Conflict of shfl.sync()

half-0 · November 25, 2024, 2:16am

Is there are any operation needed to be prevented when using shfl.sync()? For example, is there are similar thing like bank conflict for shared memory in registers? If many threads need data from a particular thread, will that be much slower? (For example, thread (i) need data from thread (i / 8) compare with thread (i) need data from thread ((i + 1) % 32))

half-0 · November 25, 2024, 3:12am

Now I have 2 choice for a tensor core program. First is to use shared memory to store the calculation result. Second is to use register, but need 4 shfl.sync() per calculate. I don’t know which will be quicker?

Curefab · November 25, 2024, 10:02am

Rule of thumb is that shfl.sync is as fast as one shared memory access (either read or write).
So if you store from the threads into shared memory and read again for finally storing into global memory, it would be 2 accesses (when avoiding bank conflicts), which is less than 4 shfl.sync.

There are no performance restrictions, any lane can read any other. (There are logical restrictions, when up- or downshifting, or with lanewidth != 32, what is possible at all with the individual instructions, but those restrictions are more for convenience.)

shfl and shared memory is a fast resource, which you can freely use, as long as you do not overdo it, as it is shared between the 4 SM Partitions. So another very rough rule of thumb is that you should use shuffle or shared memory at a maximum for each 4th basic operation.

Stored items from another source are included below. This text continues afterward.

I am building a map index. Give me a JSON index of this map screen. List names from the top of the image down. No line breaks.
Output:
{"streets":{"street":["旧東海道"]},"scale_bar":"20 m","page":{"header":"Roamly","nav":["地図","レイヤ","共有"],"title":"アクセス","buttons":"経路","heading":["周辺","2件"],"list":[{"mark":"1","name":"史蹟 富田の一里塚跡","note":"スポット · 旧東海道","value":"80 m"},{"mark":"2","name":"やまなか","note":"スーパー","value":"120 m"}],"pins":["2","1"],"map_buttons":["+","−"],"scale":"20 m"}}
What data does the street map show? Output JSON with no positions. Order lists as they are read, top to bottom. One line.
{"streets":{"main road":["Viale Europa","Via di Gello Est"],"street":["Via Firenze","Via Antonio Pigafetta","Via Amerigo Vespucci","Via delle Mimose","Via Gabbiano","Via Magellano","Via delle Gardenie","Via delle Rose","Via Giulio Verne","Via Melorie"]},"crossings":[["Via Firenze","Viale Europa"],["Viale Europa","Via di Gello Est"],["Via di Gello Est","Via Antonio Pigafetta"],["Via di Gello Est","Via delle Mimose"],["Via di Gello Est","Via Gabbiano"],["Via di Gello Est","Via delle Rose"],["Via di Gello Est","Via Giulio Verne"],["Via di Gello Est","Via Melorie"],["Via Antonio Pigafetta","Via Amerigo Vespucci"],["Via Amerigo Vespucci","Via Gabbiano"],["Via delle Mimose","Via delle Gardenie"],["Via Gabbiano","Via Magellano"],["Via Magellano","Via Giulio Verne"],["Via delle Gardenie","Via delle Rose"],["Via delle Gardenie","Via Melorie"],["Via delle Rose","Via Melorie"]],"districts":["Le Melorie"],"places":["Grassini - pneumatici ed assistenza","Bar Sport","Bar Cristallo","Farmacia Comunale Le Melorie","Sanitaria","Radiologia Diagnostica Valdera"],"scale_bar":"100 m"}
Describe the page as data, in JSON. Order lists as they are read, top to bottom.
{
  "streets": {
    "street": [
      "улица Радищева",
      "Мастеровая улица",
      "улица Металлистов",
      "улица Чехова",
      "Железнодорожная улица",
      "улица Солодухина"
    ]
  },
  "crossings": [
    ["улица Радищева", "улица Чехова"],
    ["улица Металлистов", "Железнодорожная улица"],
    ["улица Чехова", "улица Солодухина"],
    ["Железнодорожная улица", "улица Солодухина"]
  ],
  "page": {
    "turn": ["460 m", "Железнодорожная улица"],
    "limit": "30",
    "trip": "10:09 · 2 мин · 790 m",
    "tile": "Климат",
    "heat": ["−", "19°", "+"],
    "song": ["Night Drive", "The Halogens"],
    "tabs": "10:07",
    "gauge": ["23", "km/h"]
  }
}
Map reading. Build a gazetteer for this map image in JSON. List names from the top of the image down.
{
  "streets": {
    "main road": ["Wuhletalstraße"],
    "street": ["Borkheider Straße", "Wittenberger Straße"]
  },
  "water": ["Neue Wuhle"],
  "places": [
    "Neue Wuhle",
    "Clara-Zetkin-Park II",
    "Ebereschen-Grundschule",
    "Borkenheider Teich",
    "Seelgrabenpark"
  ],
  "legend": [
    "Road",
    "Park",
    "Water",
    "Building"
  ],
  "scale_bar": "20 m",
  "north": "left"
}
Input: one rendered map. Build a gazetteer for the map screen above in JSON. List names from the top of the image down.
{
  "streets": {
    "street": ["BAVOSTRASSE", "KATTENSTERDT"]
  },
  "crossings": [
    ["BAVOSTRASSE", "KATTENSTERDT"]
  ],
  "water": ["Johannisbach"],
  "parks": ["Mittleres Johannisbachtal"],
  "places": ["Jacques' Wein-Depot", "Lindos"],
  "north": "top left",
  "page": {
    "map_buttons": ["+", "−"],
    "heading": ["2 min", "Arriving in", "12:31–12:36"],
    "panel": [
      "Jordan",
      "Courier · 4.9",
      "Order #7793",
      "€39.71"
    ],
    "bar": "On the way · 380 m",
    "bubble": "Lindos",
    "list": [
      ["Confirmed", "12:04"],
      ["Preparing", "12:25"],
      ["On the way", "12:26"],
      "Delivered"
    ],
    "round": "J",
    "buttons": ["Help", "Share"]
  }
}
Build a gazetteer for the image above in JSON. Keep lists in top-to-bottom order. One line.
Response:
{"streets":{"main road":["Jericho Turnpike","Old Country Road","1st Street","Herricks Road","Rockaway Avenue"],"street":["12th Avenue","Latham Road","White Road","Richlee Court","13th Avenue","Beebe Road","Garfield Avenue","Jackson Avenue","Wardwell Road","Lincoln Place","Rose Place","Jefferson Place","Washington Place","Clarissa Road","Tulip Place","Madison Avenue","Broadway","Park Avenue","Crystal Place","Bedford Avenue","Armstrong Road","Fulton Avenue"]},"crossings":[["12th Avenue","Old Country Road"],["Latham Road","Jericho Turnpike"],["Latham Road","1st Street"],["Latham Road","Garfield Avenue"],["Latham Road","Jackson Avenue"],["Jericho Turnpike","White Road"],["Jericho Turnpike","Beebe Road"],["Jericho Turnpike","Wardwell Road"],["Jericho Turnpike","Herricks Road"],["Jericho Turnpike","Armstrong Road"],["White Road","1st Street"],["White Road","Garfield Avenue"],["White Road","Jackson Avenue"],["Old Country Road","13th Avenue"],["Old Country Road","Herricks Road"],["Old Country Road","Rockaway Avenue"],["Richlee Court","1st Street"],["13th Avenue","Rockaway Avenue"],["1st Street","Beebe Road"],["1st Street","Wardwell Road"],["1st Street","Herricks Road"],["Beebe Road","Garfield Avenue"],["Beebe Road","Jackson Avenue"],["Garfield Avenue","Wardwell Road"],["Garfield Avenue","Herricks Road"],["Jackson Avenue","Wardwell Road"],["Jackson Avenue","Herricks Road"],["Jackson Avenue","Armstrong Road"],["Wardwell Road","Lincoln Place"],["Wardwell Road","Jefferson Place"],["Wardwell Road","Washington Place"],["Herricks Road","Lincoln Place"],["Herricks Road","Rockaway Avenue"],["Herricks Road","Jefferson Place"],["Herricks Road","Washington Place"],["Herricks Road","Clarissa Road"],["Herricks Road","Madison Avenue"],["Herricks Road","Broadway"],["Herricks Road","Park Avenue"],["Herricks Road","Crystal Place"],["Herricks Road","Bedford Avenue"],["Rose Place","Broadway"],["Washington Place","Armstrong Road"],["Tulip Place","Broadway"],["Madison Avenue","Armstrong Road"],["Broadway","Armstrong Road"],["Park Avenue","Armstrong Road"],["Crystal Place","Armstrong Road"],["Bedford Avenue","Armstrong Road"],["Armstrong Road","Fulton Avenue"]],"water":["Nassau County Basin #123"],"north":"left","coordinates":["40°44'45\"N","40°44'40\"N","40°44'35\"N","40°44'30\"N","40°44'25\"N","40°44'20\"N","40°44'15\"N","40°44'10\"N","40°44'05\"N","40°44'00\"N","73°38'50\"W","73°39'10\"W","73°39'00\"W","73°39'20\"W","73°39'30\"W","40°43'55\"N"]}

half-0 · November 25, 2024, 11:41am

So in my case, I should use shared memory more instead of shfl.sync() ? I used to believe accessing to smem is much slower then shfl.sync()…

Curefab · November 25, 2024, 12:08pm

In your case, the shuffle operations are probably not fully optimized yet.

If it is possible to write the result to shared memory once, why do you need 4 shuffle operations?

If only part of the 4 bytes needs to be written, then transfer two or four results instead of just one.

All in all the difference is probably that the shuffle operations need 50% less operations.

half-0 · November 25, 2024, 12:22pm

Actually, I need shfl.sync() because I have 64 idle registers per thread but limited smem, so I want to use registers to store the result of mma. However, due to the layout requirement on PTX ISA, a thread need to provide 4 value per calculation, which is infeasible. So I need shfl.sync() to deliver value between threads.

You are right. I just need to use shfl operation once to load mma’s C matrix, then use shfl operation once to store mma’s D matrix back.

Curefab · November 25, 2024, 12:28pm

Why is 4 values per calculation infeasible with 64 idle registers?

half-0 · November 25, 2024, 12:49pm

I need to calculate 128 pts of 16 out_channels per warp. Each warp have 64 registers. But in every calculation, each threads needs to provide 4 values for C/D matrix : 2pts of 2 out_channels. As the pts needed is totally random, I need at least 2 * 128 = 256 registers per thread to ensure this process. That’s way it is infeasible.

Curefab · November 25, 2024, 12:57pm

If something is random, you probably need to index.
Registers cannot be indexed (except manually by lots of switch case or if).

One exception for registers is that they can be selected by the number of the containing thread (when doing a shuffle). Each of the 32 threads holds one register and during the suffle you can choose which one to read.

Shared memory can be indexed, but you easily get bank conflicts, except you copy each data 32 times to shared memory (takes time and space) and then each thread has its own bank for all the data.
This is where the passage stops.